SAMPANG – Pekan lalu, tepatnya Kamis (8/6), tim gabungan menggelar inspeksi mendadak (sidak) ke sejumlah pasar tradisional, pertokoan, dan toko modern. Hasilnya, banyak ditemukan makanan dan minuman (mamin) tidak layak jual. Namun, barang hasil sitaan tersebut tak kunjung dimusnahkan.

Sebelumnya, tim yang terdiri atas beberapa instansi tersebut berjanji dalam seminggu akan melakukan pemusnahan. Dengan demikian, barang bukti (BB) tersebut mestinya dimusnahkan Kamis (15/6). Faktanya, barang yang disita dari sejumlah pasar dan toko itu masih tertata rapi di gudang satpol PP, Jalan Kusuma Bangsa.

Hal itu mendapat sorotan negatif dari Ketua Komisi I DPRD Sampang Aulia Rahman.
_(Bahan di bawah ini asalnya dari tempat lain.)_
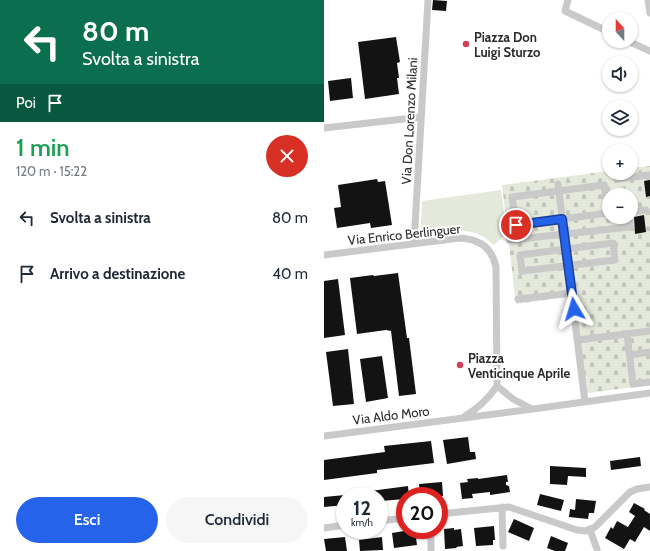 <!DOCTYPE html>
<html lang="it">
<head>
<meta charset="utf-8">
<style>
	body { margin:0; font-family:Cabin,sans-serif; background:#f6f6f7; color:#1f2937; height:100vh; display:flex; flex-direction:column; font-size:15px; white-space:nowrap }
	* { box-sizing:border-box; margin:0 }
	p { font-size:13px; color:#747a83 }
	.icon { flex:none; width:22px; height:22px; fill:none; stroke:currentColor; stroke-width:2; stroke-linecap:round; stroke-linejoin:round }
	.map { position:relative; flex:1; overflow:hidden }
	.drawer { display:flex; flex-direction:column; background:#fff; width:324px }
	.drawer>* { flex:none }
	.banner { background:#0b6e4f; color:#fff; overflow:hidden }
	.needle { width:26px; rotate:339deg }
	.tools { position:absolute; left:278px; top:12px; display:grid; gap:8px }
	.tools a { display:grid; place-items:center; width:36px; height:36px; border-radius:50%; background:#fff; box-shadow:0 1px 3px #0004; font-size:20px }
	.speed { position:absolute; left:12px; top:487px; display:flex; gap:8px; font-size:20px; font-weight:700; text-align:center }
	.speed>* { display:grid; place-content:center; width:52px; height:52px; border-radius:50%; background:#fff; box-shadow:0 1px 3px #0004; line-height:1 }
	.speed small { font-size:10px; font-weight:400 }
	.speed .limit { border:6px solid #d22; background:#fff; color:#111 }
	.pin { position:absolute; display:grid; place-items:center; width:34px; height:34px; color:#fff; margin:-17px; border:2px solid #fff; border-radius:50%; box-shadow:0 1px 4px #0007 }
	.me { position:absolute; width:44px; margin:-22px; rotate:353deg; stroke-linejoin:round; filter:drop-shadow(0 0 3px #0008) }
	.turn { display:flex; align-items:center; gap:14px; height:84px; padding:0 16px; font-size:18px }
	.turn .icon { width:52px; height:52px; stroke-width:2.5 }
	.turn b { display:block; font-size:28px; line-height:34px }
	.then { display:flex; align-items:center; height:38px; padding:0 16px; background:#0003; gap:8px; font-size:15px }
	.round { display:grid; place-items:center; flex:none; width:42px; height:42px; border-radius:21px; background:#f6f6f7 }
	.headline { display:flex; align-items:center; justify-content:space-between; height:68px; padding:0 16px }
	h1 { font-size:24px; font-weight:600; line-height:30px; color:#1e9e55 }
	.button { display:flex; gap:8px; margin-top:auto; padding:8px 16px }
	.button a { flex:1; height:46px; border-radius:24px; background:#2563eb; color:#fff; font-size:16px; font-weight:600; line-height:46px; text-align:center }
	.button a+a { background:#f6f6f7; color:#1f2937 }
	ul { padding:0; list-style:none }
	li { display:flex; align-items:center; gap:12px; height:56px; padding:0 16px }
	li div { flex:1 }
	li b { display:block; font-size:15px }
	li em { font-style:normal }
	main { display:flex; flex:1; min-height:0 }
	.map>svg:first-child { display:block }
</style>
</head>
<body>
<main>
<section class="drawer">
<div class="banner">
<div class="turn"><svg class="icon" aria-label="left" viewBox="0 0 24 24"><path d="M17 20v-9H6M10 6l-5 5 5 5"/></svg><div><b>80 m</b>Svolta a sinistra</div></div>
<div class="then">Poi<svg class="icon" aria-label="arrive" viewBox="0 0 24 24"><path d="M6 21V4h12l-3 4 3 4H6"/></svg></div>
</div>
<div class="headline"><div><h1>1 min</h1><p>120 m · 15:22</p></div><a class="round" style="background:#d93025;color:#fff"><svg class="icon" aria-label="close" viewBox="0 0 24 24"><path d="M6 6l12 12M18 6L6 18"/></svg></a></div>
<ul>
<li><svg class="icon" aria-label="left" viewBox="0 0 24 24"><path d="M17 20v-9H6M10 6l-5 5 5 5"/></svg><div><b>Svolta a sinistra</b></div><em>80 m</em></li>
<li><svg class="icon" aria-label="arrive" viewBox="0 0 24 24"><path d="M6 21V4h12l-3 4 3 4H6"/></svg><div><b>Arrivo a destinazione</b></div><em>40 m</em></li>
</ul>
<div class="button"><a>Esci</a><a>Condividi</a></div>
</section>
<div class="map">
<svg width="326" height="551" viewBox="0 0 326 551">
	<defs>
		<pattern id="cemetery-stones" width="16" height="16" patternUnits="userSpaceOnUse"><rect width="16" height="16" fill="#e4e9db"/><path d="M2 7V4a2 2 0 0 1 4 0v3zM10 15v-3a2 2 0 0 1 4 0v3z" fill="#c4c8bc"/></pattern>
	</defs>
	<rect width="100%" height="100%" fill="#fff"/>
	<path fill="#e4e9db" d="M177 190 183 233 170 245C149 225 130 231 105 234L98 230 97 225 98 201Z"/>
	<path fill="url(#cemetery-stones)" fill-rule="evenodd" d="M326 166V385L257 394 244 297 192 304 178 185 285 171V173H307V168ZM285 195H307V217H285Z"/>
	<path fill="#131313" d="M109 0 123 1 122 11 108 10Z
		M72 37 76 62 73 63 75 78H73L75 94 41 99 34 42Z
		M27 78 29 98 6 101 4 81Z
		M53 179 54 182 61 181 68 225 47 228 46 223 13 228 10 208 17 207 14 185Z
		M326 180V196L322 197 320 181Z
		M320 215 322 232 311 234 310 217Z
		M74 273 83 338H85L92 394 75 396 67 331 62 330 33 334 26 278 49 275 50 276Z
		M14 279 21 335 0 338V281Z
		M24 349 30 404 9 406 2 352Z
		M58 356 64 398 42 402 36 359Z
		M144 437 146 452H151L152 459 123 464 119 440Z
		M107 441 110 463 53 470V473L0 480V460L61 452 60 446Z
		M316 457 317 466 287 470 286 461Z
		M226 466 262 468V477L244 476 243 485 226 484Z
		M183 475 184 482H182V485L185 486 186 492 166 495V492L148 494 149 498 138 499 136 483 144 482 143 479 154 478V479Z
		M118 482 119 496H96L95 484Z
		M84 486 85 496H81V499L57 501 56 496H40L39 492Z
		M216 494 240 500 237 511 213 505Z
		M21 495V505L0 507V497Z
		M252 499 272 501 270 513H265L264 519 245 517 246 509 251 510Z
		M310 503 321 509 320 510 326 514V531L320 527 311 542 306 539 300 549 281 538 287 527 289 529 293 521 304 527 311 516 305 512Z
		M190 519 210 528 205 541 184 532Z
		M170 526 171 540H169V545L152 546 150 528Z
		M130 528V530L137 529 139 546 132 547 133 548 121 549 120 529Z
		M86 530H91L93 545 70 548 68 533Z
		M227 536 244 543 241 551H231L223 548Z
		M21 537 23 551H2L0 539Z
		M58 537 59 550 36 551 35 540Z"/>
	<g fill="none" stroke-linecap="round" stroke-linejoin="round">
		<path stroke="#c9c9c9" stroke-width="7" d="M244 0 241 11 285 32
			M324 0 326 13
			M304 41 326 51
			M0 128 97 117
			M293 179 326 175
			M234 184 261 402
			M280 185 284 213 192 225 188 197Z
			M307 212 322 210
			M186 240 306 227 305 217
			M90 243 104 0
			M289 243 291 260 198 271 196 255Z
			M0 255 136 238C155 239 168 247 172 267L173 386
			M194 299 248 293
			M303 334 309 384 326 382
			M254 340 326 331
			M306 355 326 352
			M173 386 189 399 208 409
			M141 416C155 408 164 399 173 386
			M0 436 209 409 326 393
			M178 507 179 546
			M115 514 185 507 253 530 261 531 271 527 306 492 313 489 326 487
			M55 521 81 518
			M0 528 21 525
			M266 530 273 549
			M107 551V530"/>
	</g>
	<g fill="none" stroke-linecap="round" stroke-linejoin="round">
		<defs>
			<path id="route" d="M192 225 238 219 250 309"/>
		</defs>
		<use href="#route" stroke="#184099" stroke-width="10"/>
		<use href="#route" stroke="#2563eb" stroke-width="7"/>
	</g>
	<g fill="#d23f5a" stroke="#fff" stroke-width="1.5">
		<circle cx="142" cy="44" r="4"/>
		<circle cx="136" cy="365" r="4"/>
	</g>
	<g text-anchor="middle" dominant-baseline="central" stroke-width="4" stroke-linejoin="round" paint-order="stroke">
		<g font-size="13" font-weight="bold" fill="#2c2c2c" stroke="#fff" text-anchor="start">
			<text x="150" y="37">Piazza Don<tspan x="150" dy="15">Luigi Sturzo</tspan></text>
			<text x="144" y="358">Piazza<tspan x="144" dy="15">Venticinque Aprile</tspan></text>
		</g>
		<g font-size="13" fill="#2c2c2c" stroke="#fff">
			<text transform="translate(85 121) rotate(-87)">Via Don Lorenzo Milani</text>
			<text transform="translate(80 234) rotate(-6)">Via Enrico Berlinguer</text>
			<text transform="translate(67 415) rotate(-7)">Via Aldo Moro</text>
		</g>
	</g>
</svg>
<div class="tools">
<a><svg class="needle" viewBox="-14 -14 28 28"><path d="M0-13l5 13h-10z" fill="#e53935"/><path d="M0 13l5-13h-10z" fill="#747a83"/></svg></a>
<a><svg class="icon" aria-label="sound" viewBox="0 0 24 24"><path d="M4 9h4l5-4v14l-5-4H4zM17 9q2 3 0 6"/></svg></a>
<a><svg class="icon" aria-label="layers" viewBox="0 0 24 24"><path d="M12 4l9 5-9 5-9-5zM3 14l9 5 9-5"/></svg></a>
<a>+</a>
<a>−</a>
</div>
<div class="speed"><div>12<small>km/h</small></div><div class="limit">20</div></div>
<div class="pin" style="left:192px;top:225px;background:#d93025"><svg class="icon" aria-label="arrive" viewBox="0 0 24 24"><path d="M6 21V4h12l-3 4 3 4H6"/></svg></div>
<svg class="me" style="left:250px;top:309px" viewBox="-20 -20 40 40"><path d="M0-17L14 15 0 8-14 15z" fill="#2563eb" stroke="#fff" stroke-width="4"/></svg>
</div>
</main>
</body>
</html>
Menurut dia, tim seharusnya menjalankan tugas pokok dan fungsi sebagaimana mestinya. Peraturan daerah (perda) yang telah dibuat harus ditegakkan. ”Misalnya, BB yang harusnya dimushkan, tidak dimusnahkan. Ini sudah jelas timbul tanda tanya,” ujarnya.

Politikus asal Kecamatan Torjun itu menambahkan, dirinya sangat mendukung upaya tim meminimalkan tersebarnya mamin dan sembako yang sudah tidak. Hal itu merupakan upaya perlindungan konsumen. Namun, razia tersebut harus dilakukan secara totalitas. Mamin yang sudah disita harus dimusnahkan sesuai aturan.

Kasi Penyidik Pegawai Negeri Sipil (PPNS) Dinas Satpol PP Sampang Moh. Jalil mengatakan, pihaknya masih berkoordinasi dengan tim. Sebab, dalam tim pihaknya hanya membantu menyita BB yang ada di lapangan. Dia mengakui, berdasar BAP, deadline pemusnahan seminggu.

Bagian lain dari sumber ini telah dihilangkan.